1.4 SIGNIFICANCE OF THE STUDY


Islamic banks provide many financial services and are competing heavily in the Middle East with conventional banks. Customers
nowadays go for Islamic bank loans for buying home, cars and even business setup, as the conditions are very clear and there are no
rising interest piling up. To overcome the fierce competition, Islamic bank need to bestow efforts in rising the degree of awareness
toward Islamic accounting and finical tools and improve customer’s perception and attitude. The study is of general theoretical
importance as well as of particular practical significance for policy makers who intend to conform their existing financial systems to
Islamic rules.

Furthermore, at the practical level, the study aims to assist Islamic bank manager in providing empirically evidence how of Kuwaiti
customers aware toward Islamic accounting theory and Islamic financial services. The study also provide framework for bank managers
in measuring customer’s perception and attitude toward Islamic services and their usage of various products and services offered. At the
theoretical level, the current study aims to develop the literature of Islamic accounting theory and explain how these theories are to be
implemented in the Islamic financial institution who adapts Shari’a.

1.5 THE SETTING OF THE STUDY


In the Gulf Co-operation Council there are growing number of Islamic banks are also taking steps towards greater clearness and
stronger authority structures. The state of Kuwait for example, has been taking a number of steps to reinforce its local Sharia-obedient
institutions, including slowly moving in the direction of a latest regulatory framework for sukuk. In conversations with OBG,
manufacturing insiders explained that due to a lack of suitable legal mechanisms, Islamic finance companies are not allowed to issue
sukuk in Kuwait, which forces Kuwaiti companies to work through other markets, such as Bahrain. Given the massive increase in sukuk
issuance worldwide, pegged at nearly $17 billion (in the Gulf alone, the growth rate since 2001 has been nearly 45%), Kuwait’s financiers
are keenly aware of the need for proper rules regulating sukuk.
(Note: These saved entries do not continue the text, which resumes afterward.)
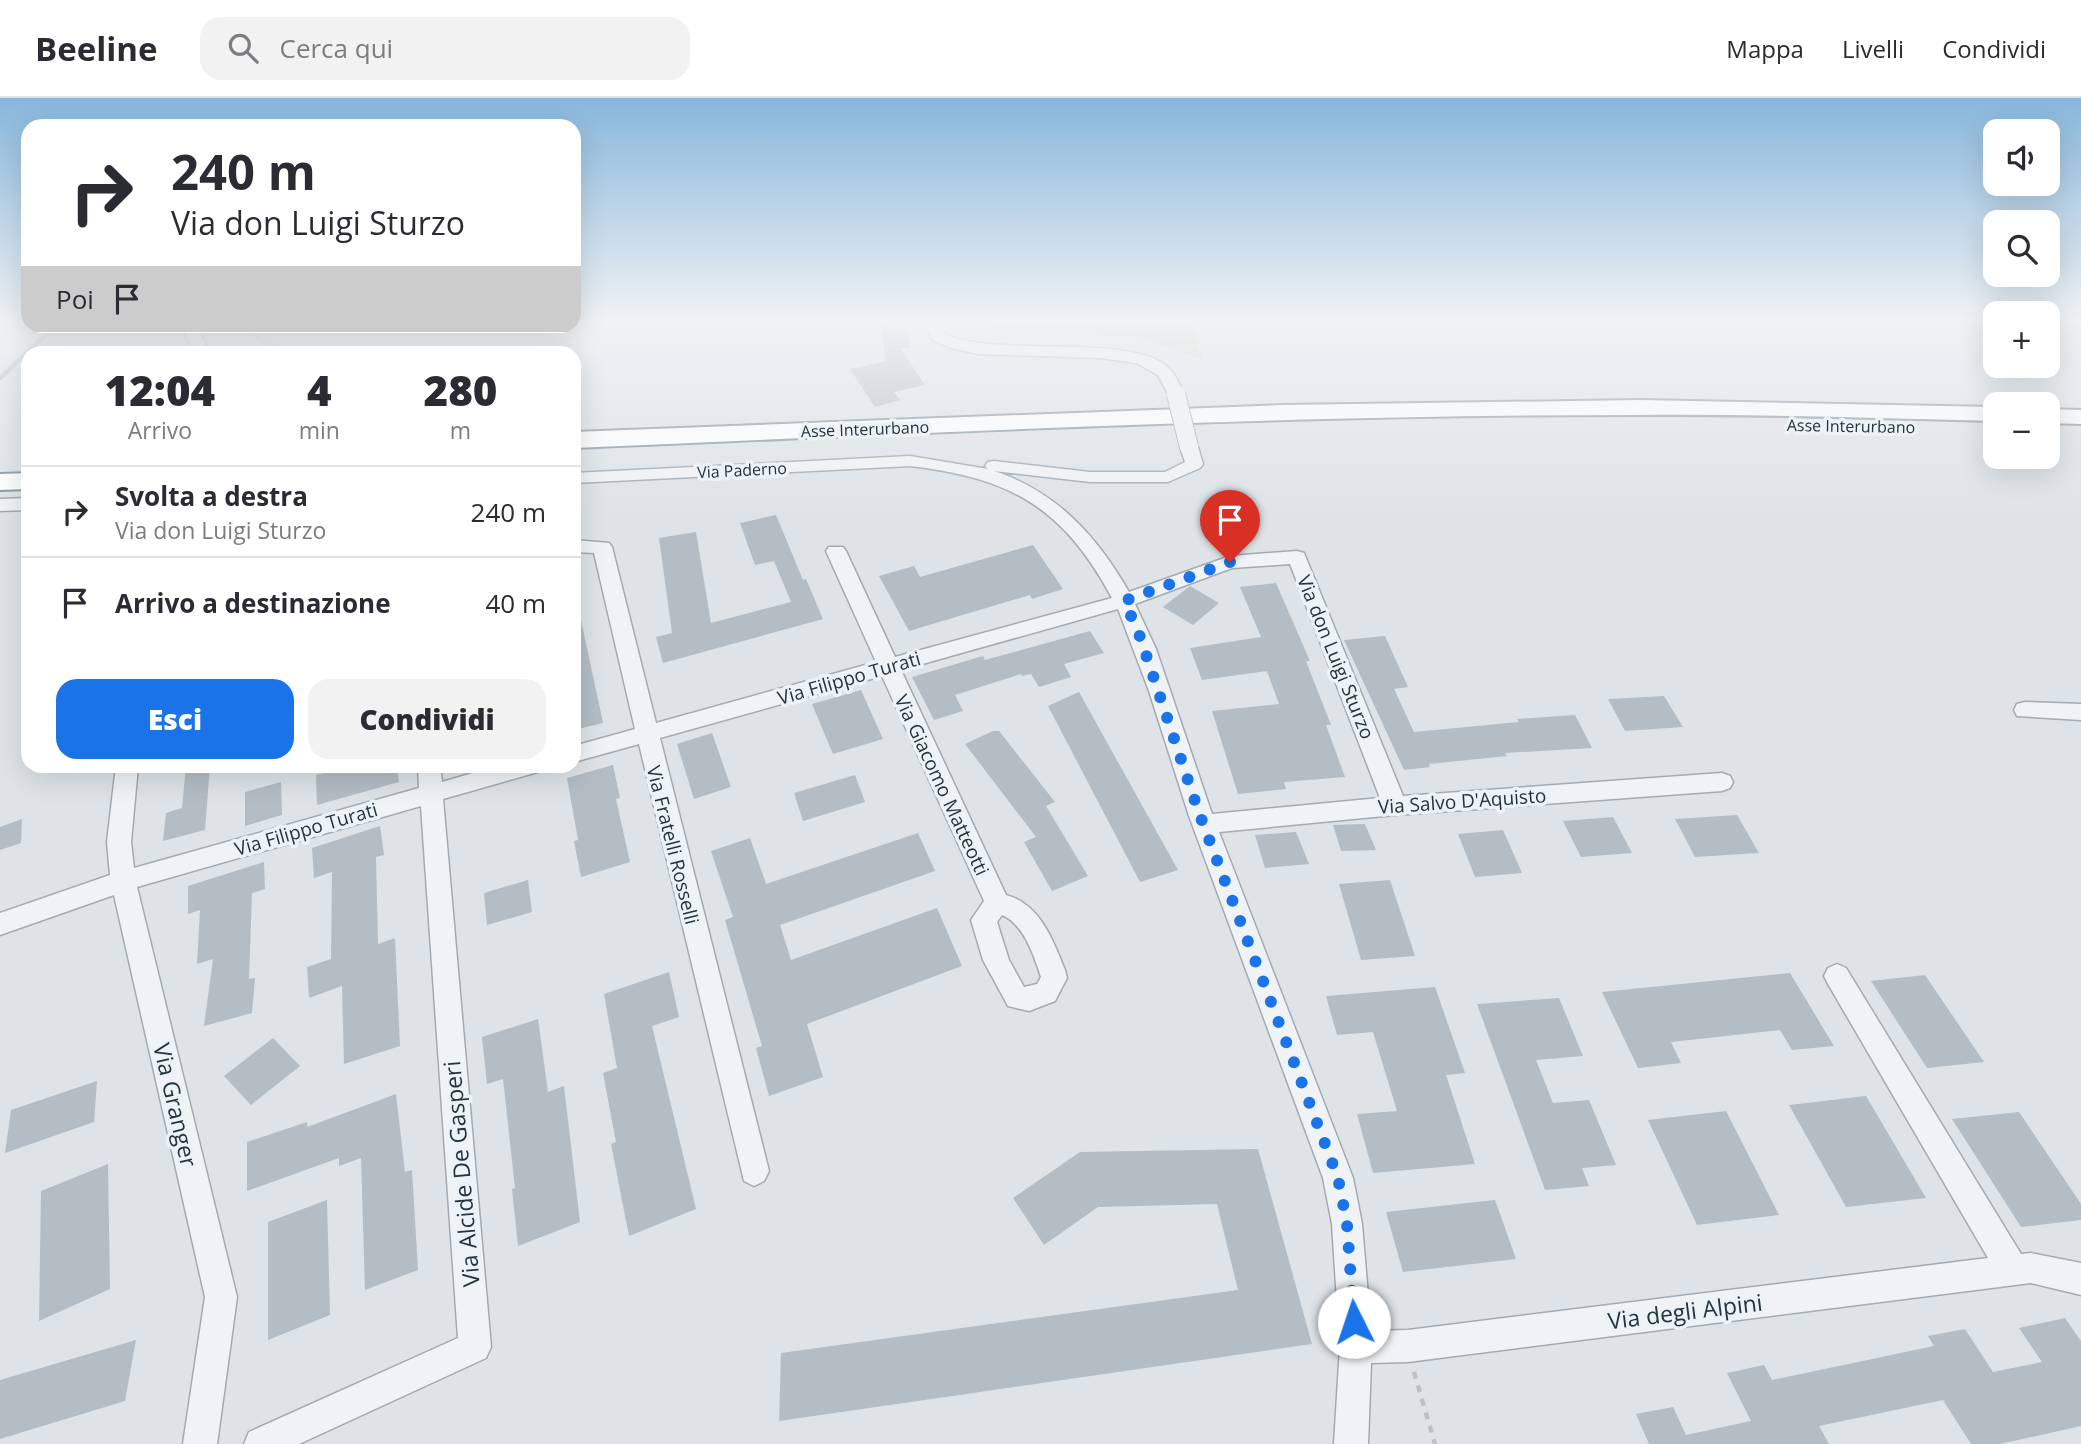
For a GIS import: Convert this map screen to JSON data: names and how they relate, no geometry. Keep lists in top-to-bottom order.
{
  "streets": {
    "highway": ["Asse Interurbano"],
    "street": [
      "Via Paderno",
      "Via don Luigi Sturzo",
      "Via Filippo Turati",
      "Via Giacomo Matteotti",
      "Via Salvo D'Aquisto",
      "Via Fratelli Rosselli",
      "Via Granger",
      "Via Alcide De Gasperi",
      "Via degli Alpini"
    ]
  },
  "crossings": [
    ["Via Paderno", "Via don Luigi Sturzo"],
    ["Via Paderno", "Via Filippo Turati"],
    ["Via Paderno", "Via Salvo D'Aquisto"],
    ["Via Paderno", "Via degli Alpini"],
    ["Via don Luigi Sturzo", "Via Filippo Turati"],
    ["Via don Luigi Sturzo", "Via Salvo D'Aquisto"],
    ["Via Filippo Turati", "Via Giacomo Matteotti"],
    ["Via Filippo Turati", "Via Fratelli Rosselli"],
    ["Via Filippo Turati", "Via Granger"],
    ["Via Filippo Turati", "Via Alcide De Gasperi"]
  ],
  "page": {
    "header": "Beeline",
    "search": "Cerca qui",
    "nav": ["Mappa", "Livelli", "Condividi"],
    "map_buttons": ["+", "−"],
    "turn": ["240 m", "Via don Luigi Sturzo"],
    "then": "Poi",
    "eta": [
      "12:04",
      "Arrivo",
      "4",
      "min",
      "280",
      "m"
    ],
    "list": [
      {
        "name": "Svolta a destra",
        "note": "Via don Luigi Sturzo",
        "value": "240 m"
      },
      {
        "name": "Arrivo a destinazione",
        "value": "40 m"
      }
    ],
    "buttons": ["Esci", "Condividi"]
  }
}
Sheikh Salem Abdulaziz Al Sabah, the governor of the Central Bank of Kuwait (CBK), said earlier of 2008 that regulations are wanted,
saying that the CBK is “keen to provide a legal system to regulate Islamic investment tools such as the issuance of sukuk, especially in
light of growing demand. We are optimistic a solution will soon be found.” In state of Kuwait, the Islamic financial sector and its sharia-
compliant companies are the increasingly global. Kuwait Finance house Bank (KFH), as an example, in addition to its Turkey, Malaysia
and Bahrain ventures, newly established a subsidiary with a pair of Chinese firms to discover real estate investments in the Chongqing
region of a middle China. In a more high-profile move, Investment Dar, one of Kuwait’s biggest Islamic investment companies, recently
funded a takeover of British luxury carmaker Aston Martin to the tune of $925 million.

To achieve the purpose of the current study, the study focuses on a specific Islamic bank that located in the state of Kuwait. KFH has
usually been one of the main engines behind the growth of Kuwait’s sharia-acquiescent financial market; however, its enlargement and
development indicates a growing maturity in Kuwait’s sharia-compliant services zone, established by the push toward the regulation of
Islamic bonds (sukuk) and the emergence of ever-stronger Islamic investment firms.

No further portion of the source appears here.